Rileggevo le prime pagine di “Ragazzi di vita” e riflettevo su quanto la vicende personali di Pasolini: l’omosessualità, i vizi e i processi collegati in parte anche a quel vissuto così scandaloso e trasgressivo, abbiano finito per sovrastare la bellezza e l’unicità della sua produzione letteraria e cinematografica, relegandola ad una ingenerosa collocazione di nicchia. Non mi sorprende che sia potuto accadere in un Paese bigotto, ipocrita, provinciale come il nostro, dove perfino la cultura diventa motivo di scontro politico o, se preferite, tifo da stadio, tra destra e sinistra. Figurarsi negli anni settanta. Ma perché dopo tutto questo tempo dovremmo ricordare Pier Paolo Pasolini? E qual è il valore dell’eredità che ci ha lasciato? Una risposta a questa domanda possiamo trovarla negli “Scritti corsari”, la raccolta degli editoriali che lo scrittore eretico pubblicò sul Corriere di Piero Ottone. A cominciare dal più noto “Io so”. E’ l’eterna attualità delle sue opere la ragione per la quale ci piace ricordare Pasolini. L’immutata freschezza delle analisi sociologiche, oltre la profondità, la poesia e la modernità dei suoi romanzi e dei suoi film. Pasolini ci manca moltissimo. Ci manca la ferocia e il coraggio delle sue invettive. Ci manca l’anticonformismo con il quale combatteva l’omologazione e l’appiattimento della cultura di massa. La stessa che per tutto questo tempo lo ha collocato ed archiviato nel reparto imperioso degli intellettuali di sinistra. Lui che negli scontri di Valle Giulia difese i poliziotti figli di contadini contro gli studenti “proletari” figli di papà. E che storceva il naso di fronte a capelloni e cantanti beat.

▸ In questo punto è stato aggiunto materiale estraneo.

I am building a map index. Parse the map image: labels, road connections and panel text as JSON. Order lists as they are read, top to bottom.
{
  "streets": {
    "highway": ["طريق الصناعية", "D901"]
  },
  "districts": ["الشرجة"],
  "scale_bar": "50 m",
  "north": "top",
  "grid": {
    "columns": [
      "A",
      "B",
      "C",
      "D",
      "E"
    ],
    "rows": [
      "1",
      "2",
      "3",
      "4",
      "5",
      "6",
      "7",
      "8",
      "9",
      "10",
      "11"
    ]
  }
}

Non ha fatto in tempo, Pasolini, a completare la sua mutazione genetica da integralista di sinistra ad eretico reazionario, nel solco di un’altra grande scrittrice e giornalista del suo tempo: Oriana Fallaci. Resta però il ricordo e la traccia indelebile di un artista intorno al quale questo Paese così sgangherato, alla disperata ricerca di simboli e di modelli positivi, fa bene a stringersi per ritrovare un’identità forte, consapevole, e per salvarsi da una regressione che sembra non arrestarsi  mai.